09 July 2013

Yasiin Bey and Gitmo-Style Force-feeding

I just came across this video clip on the Guardian site.

I thought I should link to it. This is not because I want to make any moral points about Guantanamo Bay. That would be so redundant. No one, save perhaps Tea Party aligned Congresspeople, can justify Gitmo. What they call "the worst of the worst" are mostly ordinary people who were victims of the "wrong place, wrong time" syndrome.
Today, 166 inmates remain. Three have been convicted, while a further 30 will face trial. Fifty or so are in a legal no-man's-land, deemed by the authorities too dangerous to release but against whom there is not enough evidence to prosecute. And then there are 86 who have been cleared for release, but who instead rot in a hell from which there is no escape.
The main reason why they cannot be released is that they know too much. And if, upon their release, they talk about the condition of their detention, they could shatter the doctrine of American exceptionalism.
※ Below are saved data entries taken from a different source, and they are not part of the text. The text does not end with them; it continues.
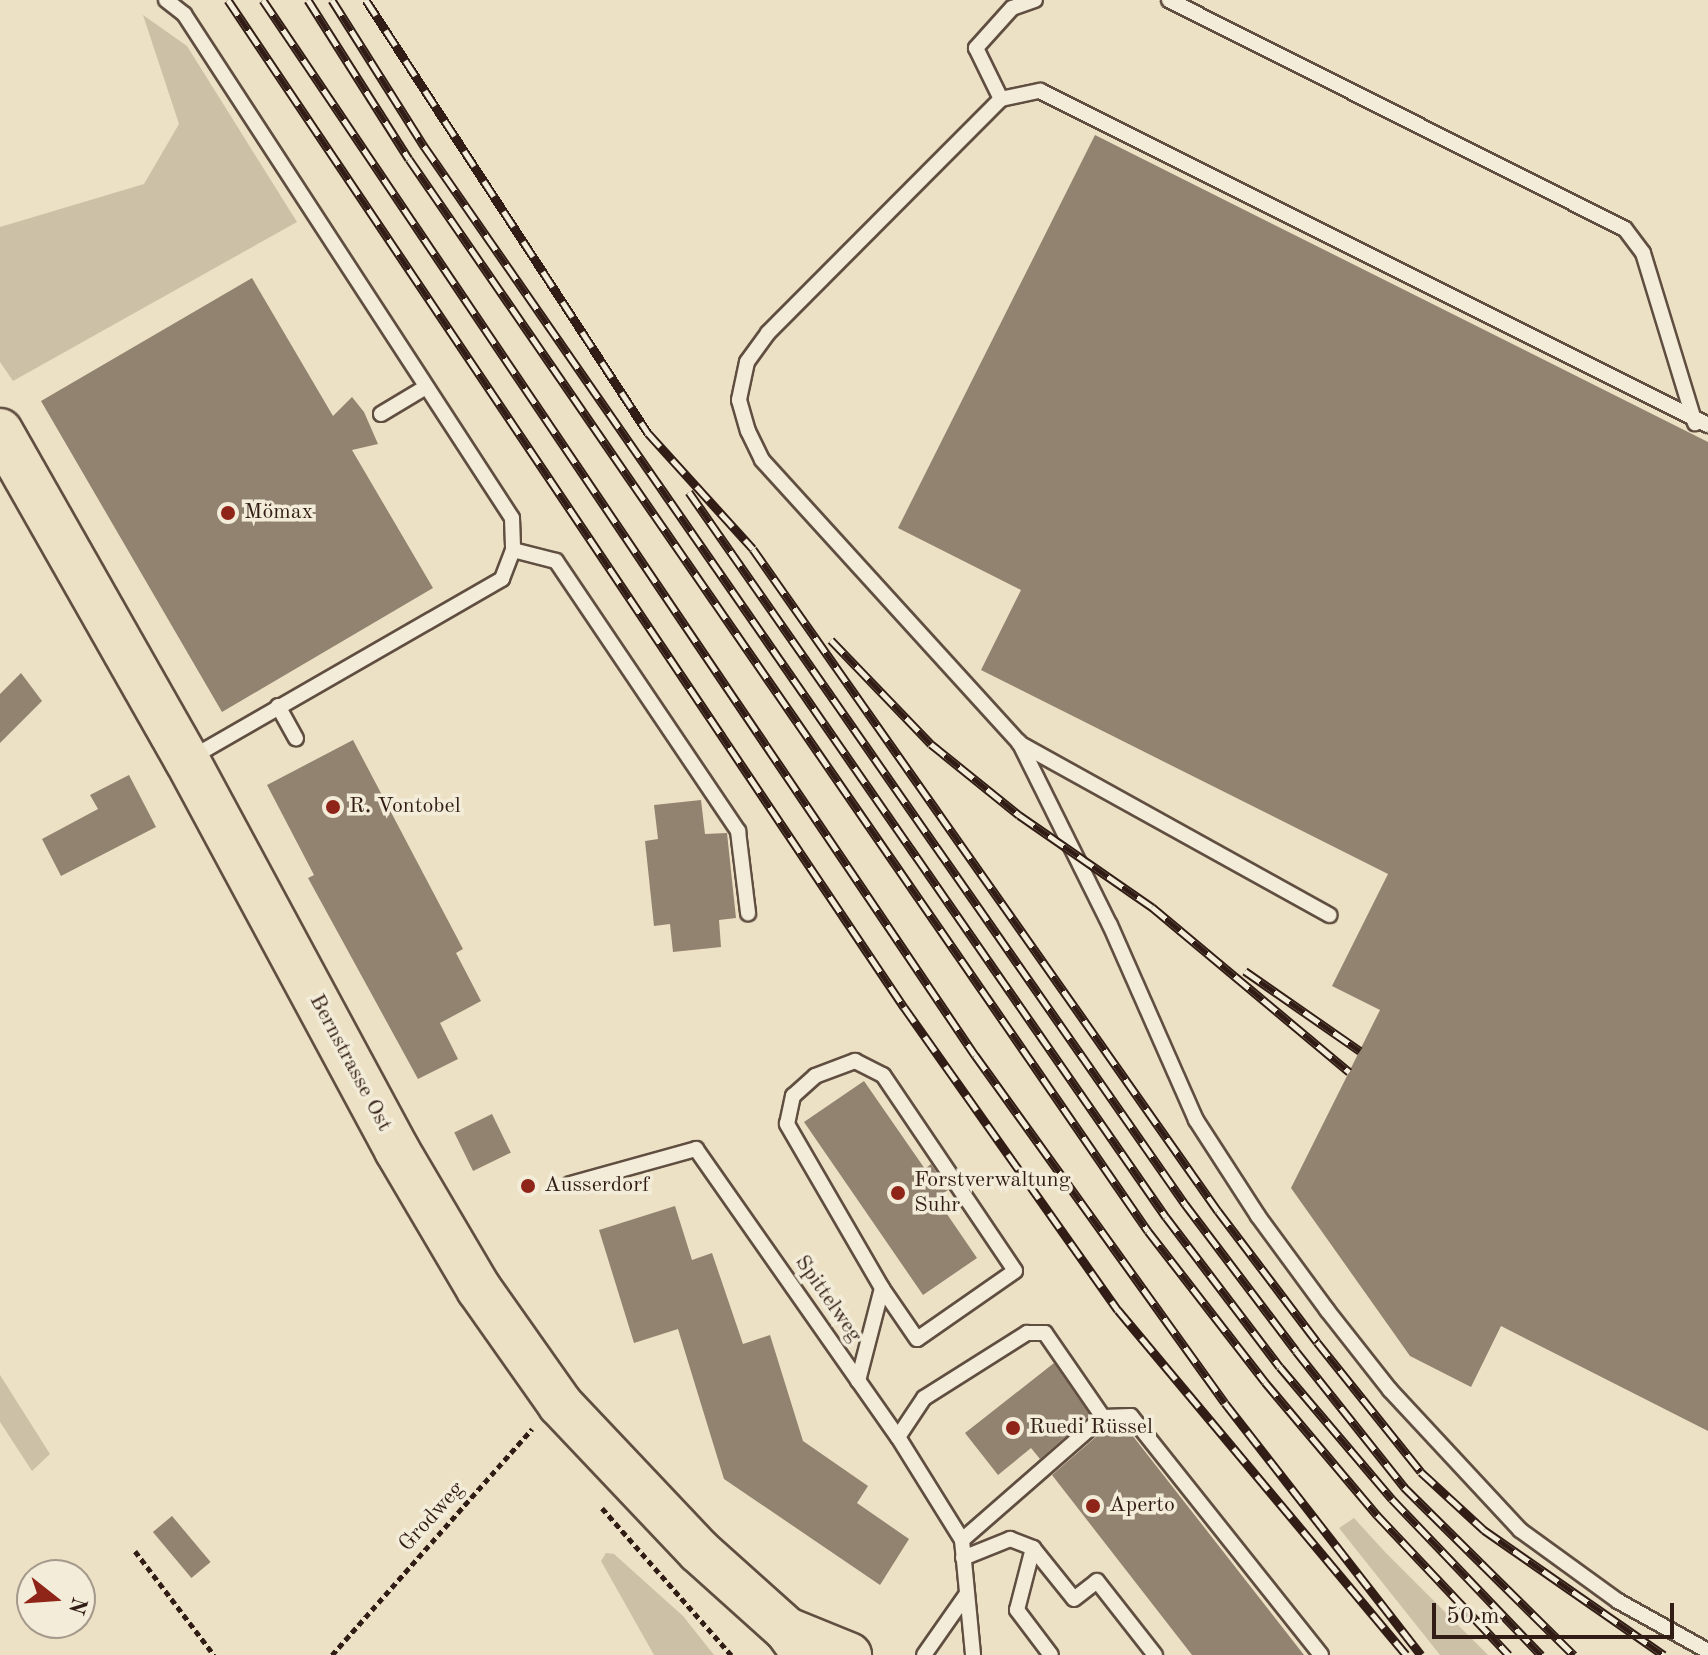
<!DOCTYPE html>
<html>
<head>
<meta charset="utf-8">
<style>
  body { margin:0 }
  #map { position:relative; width:1708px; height:1655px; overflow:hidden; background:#ece1c4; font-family:"Old Standard TT",serif }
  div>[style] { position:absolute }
  .green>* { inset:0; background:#ccc0a6 }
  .building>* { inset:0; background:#928370; transform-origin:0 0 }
  .path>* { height:5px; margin-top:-2.5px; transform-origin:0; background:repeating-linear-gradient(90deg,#311d15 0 6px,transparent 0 10px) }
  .roads { filter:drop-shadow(2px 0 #604e41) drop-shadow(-2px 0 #604e41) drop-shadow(0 2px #604e41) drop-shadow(0 -2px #604e41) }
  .service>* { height:14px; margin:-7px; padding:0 7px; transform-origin:7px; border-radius:7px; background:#f3ecd9 }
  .primary>* { height:44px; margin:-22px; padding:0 22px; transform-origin:22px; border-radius:22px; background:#ece1c4 }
  .rail>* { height:9px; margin-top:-4.5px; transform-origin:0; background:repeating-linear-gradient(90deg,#f3ecd9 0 18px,#311d15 0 36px); box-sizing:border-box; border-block:2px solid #311d15 }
  .dots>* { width:22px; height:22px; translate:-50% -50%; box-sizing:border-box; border:4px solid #f3ecd9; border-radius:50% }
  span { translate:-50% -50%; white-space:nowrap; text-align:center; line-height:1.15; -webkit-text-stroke:7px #f3ecd9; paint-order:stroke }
  .poi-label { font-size:22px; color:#311d15 }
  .left { translate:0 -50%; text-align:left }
  .street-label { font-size:22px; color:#311d15 }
  .north { position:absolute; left:16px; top:1559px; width:80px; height:80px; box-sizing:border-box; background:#f3ecd9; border:2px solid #a5998b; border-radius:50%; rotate:107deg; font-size:22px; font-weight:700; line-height:32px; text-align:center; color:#311d15 }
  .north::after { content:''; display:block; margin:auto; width:28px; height:36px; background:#8f2418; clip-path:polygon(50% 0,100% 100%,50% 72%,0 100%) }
  .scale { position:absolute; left:1432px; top:1603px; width:242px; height:36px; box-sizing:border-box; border:4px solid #311d15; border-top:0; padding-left:10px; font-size:24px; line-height:28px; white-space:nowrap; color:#311d15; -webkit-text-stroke:6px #f3ecd9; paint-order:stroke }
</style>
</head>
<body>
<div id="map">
  <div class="green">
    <div style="clip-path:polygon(143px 15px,187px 46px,297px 222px,13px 381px,0 362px,0 227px,144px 184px,179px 124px)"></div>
    <div style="clip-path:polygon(0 1375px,50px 1454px,32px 1471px,0 1422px)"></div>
    <div style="clip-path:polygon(1354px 1518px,1385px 1552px,1488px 1655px,1440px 1655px,1339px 1528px)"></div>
    <div style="clip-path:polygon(606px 1553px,614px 1554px,683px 1616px,714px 1655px,654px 1655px,601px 1561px)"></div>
  </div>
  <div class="building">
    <div style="clip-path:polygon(1095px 135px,1708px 442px,1708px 1431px,1501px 1326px,1471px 1387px,1410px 1356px,1291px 1188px,1380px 1010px,1332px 986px,1388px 874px,981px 670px,1021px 590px,898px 528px)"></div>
    <div style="clip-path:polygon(252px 278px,333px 416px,352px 397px,364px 412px,378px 444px,352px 450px,433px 588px,222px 712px,41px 401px)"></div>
    <div style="clip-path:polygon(21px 673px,42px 701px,0 743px,0 694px)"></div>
    <div style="clip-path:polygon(353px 740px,463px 949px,456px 953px,481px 1001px,440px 1023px,458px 1059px,418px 1079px,308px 878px,314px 875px,267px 785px)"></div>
    <div style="clip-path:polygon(129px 775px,156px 827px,61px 876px,42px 839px,98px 809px,90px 795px)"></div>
    <div style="clip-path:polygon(701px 800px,705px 834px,727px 833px,736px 918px,719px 920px,721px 947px,673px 952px,670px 924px,654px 926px,645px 841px,658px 839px,654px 805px)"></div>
    <div style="clip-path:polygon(864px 1081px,925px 1169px,931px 1164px,948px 1190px,936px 1198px,977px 1258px,923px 1295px,804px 1122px)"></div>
    <div style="left:492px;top:1114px;width:43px;height:42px;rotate:64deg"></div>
    <div style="clip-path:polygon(675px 1206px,692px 1260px,712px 1253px,743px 1344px,770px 1335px,803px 1441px,868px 1486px,857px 1503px,909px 1539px,880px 1585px,724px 1479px,678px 1329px,634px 1343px,599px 1230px)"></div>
    <div style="clip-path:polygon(1054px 1363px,1090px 1415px,1040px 1459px,1031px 1448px,998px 1475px,965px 1433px)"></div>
    <div style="clip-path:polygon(1120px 1426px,1125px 1426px,1304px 1655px,1192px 1655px,1052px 1475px,1105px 1429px,1110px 1434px)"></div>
    <div style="left:172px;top:1516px;width:60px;height:25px;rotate:50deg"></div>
  </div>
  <div class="path">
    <div style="left:602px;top:1508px;width:196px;rotate:48.7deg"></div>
    <div style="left:135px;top:1551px;width:131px;rotate:52.8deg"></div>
    <div style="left:332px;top:1655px;width:302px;rotate:-48.5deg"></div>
  </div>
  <div class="roads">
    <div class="service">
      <div style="left:166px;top:0;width:23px;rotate:38deg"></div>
      <div style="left:184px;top:14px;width:601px;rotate:56.94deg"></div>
      <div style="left:512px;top:518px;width:32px;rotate:88deg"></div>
      <div style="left:513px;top:550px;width:31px;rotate:111deg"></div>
      <div style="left:502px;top:579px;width:359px;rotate:150.1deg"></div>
      <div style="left:1035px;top:0;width:24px;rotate:161deg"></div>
      <div style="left:1012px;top:8px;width:54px;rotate:132deg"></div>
      <div style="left:976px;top:48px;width:57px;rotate:63.9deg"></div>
      <div style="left:1001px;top:99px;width:330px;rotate:134.9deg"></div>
      <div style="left:768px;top:333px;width:36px;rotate:126deg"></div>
      <div style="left:747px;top:362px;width:39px;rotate:102deg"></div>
      <div style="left:739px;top:400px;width:32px;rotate:74deg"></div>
      <div style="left:748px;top:431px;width:32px;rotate:64deg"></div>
      <div style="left:762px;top:460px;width:382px;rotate:47.7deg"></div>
      <div style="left:1019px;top:742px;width:204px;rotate:63.6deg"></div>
      <div style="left:1110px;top:925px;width:213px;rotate:66.2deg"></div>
      <div style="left:1196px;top:1120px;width:114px;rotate:57.1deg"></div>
      <div style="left:1258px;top:1216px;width:117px;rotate:53.7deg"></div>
      <div style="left:1327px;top:1310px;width:102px;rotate:51.8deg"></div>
      <div style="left:1390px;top:1390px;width:191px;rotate:47.1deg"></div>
      <div style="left:1520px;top:1530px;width:121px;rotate:35.9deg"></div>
      <div style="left:1618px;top:1601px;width:103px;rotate:29.1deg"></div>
      <div style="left:1169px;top:0;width:510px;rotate:26.67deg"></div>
      <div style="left:1625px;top:229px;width:30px;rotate:53deg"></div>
      <div style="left:1643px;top:253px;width:178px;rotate:73deg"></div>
      <div style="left:1001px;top:99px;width:40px;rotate:-12deg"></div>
      <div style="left:1040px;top:91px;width:747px;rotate:26.57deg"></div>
      <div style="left:381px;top:414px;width:52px;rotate:-31deg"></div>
      <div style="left:513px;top:550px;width:44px;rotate:14.3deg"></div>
      <div style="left:556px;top:561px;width:326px;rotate:56deg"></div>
      <div style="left:738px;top:831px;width:83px;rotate:83deg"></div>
      <div style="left:278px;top:706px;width:37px;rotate:61deg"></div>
      <div style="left:1019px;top:743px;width:355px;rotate:29deg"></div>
      <div style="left:570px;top:1184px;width:131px;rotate:-15.5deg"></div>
      <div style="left:696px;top:1149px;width:352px;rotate:55deg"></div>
      <div style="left:898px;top:1437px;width:121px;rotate:58.1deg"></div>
      <div style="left:962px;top:1540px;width:116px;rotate:84.5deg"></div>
      <div style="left:858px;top:1381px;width:96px;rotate:-75.5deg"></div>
      <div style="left:882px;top:1288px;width:190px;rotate:-120.1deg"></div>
      <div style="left:787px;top:1124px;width:29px;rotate:-78deg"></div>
      <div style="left:793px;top:1096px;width:30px;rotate:-42deg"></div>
      <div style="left:815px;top:1076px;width:43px;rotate:-20.6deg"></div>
      <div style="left:855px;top:1061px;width:31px;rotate:27deg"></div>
      <div style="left:883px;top:1075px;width:236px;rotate:56deg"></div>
      <div style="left:1015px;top:1271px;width:119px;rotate:145.2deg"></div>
      <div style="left:917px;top:1339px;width:62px;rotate:-124.5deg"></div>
      <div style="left:1103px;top:1417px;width:28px;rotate:-2deg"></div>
      <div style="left:1131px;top:1416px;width:305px;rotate:51.5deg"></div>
      <div style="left:898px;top:1437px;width:47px;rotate:-56.3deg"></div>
      <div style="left:924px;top:1398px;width:122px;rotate:-32.3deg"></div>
      <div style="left:1027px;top:1333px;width:18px"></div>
      <div style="left:1045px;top:1333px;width:102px;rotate:55.4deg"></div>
      <div style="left:1103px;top:1417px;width:187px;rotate:138.9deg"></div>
      <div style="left:1033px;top:1548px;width:64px;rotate:104.5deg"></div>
      <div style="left:1017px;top:1610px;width:56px;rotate:52.9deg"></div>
      <div style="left:963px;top:1558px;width:51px;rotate:-22deg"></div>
      <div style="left:1010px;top:1539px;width:25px;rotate:21deg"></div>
      <div style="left:1033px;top:1548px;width:65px;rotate:51.2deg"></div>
      <div style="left:1074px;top:1599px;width:29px;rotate:-38deg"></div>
      <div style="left:1097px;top:1581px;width:94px;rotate:51.9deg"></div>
      <div style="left:924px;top:1655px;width:73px;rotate:-55deg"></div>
    </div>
    <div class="primary">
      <div style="left:0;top:431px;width:378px;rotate:60.4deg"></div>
      <div style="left:187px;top:760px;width:443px;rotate:61.7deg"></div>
      <div style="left:397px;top:1150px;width:161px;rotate:59.5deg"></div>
      <div style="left:479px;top:1289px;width:141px;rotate:54.8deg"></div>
      <div style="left:560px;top:1404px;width:202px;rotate:46.6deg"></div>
      <div style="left:699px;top:1551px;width:118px;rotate:41.9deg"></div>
      <div style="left:787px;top:1630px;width:31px;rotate:54deg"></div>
      <div style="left:787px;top:1630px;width:67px;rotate:22deg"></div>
    </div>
  </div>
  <div class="rail">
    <div style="left:228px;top:0;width:1213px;rotate:56.13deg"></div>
    <div style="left:904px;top:1007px;width:371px;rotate:54.8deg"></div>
    <div style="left:1118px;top:1310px;width:449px;rotate:50.1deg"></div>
    <div style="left:263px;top:0;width:1273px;rotate:55.99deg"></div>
    <div style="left:975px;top:1055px;width:428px;rotate:54.3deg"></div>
    <div style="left:1225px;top:1403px;width:319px;rotate:52.1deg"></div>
    <div style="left:308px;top:0;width:188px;rotate:57.6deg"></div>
    <div style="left:409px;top:159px;width:1302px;rotate:55.42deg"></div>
    <div style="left:1148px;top:1231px;width:191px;rotate:52.2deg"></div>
    <div style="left:1265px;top:1382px;width:174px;rotate:49.9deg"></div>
    <div style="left:1377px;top:1515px;width:192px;rotate:46.7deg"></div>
    <div style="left:332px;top:0;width:173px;rotate:57.8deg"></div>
    <div style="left:424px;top:146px;width:1303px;rotate:55.29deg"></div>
    <div style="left:1166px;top:1217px;width:188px;rotate:52.8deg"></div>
    <div style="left:1280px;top:1367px;width:173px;rotate:49.7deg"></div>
    <div style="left:1392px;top:1499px;width:216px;rotate:46.3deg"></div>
    <div style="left:366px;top:0;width:517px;rotate:56.93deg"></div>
    <div style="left:648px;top:433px;width:156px;rotate:47.8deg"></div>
    <div style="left:753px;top:549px;width:809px;rotate:54.92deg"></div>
    <div style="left:1218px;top:1211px;width:164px;rotate:52.9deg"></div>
    <div style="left:1317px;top:1342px;width:166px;rotate:51.3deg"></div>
    <div style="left:1421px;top:1472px;width:86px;rotate:42.6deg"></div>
    <div style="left:1484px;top:1530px;width:219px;rotate:34.8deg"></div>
    <div style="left:689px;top:492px;width:868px;rotate:55.14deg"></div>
    <div style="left:1185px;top:1204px;width:184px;rotate:52.9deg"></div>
    <div style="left:1296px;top:1351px;width:174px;rotate:51.5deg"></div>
    <div style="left:1404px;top:1487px;width:239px;rotate:44.7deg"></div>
    <div style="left:831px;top:640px;width:144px;rotate:46.1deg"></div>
    <div style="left:931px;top:744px;width:113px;rotate:38.9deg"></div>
    <div style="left:1019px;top:815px;width:162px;rotate:34.7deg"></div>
    <div style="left:1152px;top:907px;width:257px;rotate:39.9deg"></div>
    <div style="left:1245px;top:971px;width:140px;rotate:34.8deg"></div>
  </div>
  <div class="dots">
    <div style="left:228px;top:513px;background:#8f2418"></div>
    <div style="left:333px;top:807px;background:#8f2418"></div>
    <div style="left:528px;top:1186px;background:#8f2418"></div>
    <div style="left:898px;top:1193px;background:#8f2418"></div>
    <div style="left:1013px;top:1428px;background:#8f2418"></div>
    <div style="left:1093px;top:1506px;background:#8f2418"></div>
  </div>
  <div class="poi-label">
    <span class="left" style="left:244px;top:513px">Mömax</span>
    <span class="left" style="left:349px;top:807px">R. Vontobel</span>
    <span class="left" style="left:914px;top:1193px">Forstverwaltung<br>Suhr</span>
    <span class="left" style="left:544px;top:1186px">Ausserdorf</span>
    <span class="left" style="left:1029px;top:1428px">Ruedi Rüssel</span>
    <span class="left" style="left:1109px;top:1506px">Aperto</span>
  </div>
  <div class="street-label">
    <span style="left:350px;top:1063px;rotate:62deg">Bernstrasse Ost</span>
    <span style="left:828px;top:1299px;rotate:55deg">Spittelweg</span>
    <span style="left:432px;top:1517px;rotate:-48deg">Grodweg</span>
  </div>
  <div class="north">N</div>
  <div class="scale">50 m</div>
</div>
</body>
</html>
The main reason I linked to it to find out if this was shown on North American TV. Somehow I doubt that Nightly News programs in the US had this clip in their carefully selected 22 minutes.

The other reason was to say, kudos to Dante Terrell Smith, a.k.a. Yasiin Bey a.k.a. Mos Def for providing a visual aid for what the US military calls "medical intervention."



Incidentally,
Forced-feeding in prisons has been outlawed since 1975 when the World Medical Association issued the Declaration of Tokyo, guidelines for physicians concerning torture and other cruel or degrading treatment in relation to detention. The declaration stipulates that: "Where a prisoner refuses nourishment and is considered by the physician as capable of forming an unimpaired and rational judgement concerning the consequences of such a voluntary refusal of nourishment, he or she shall not be fed artificially."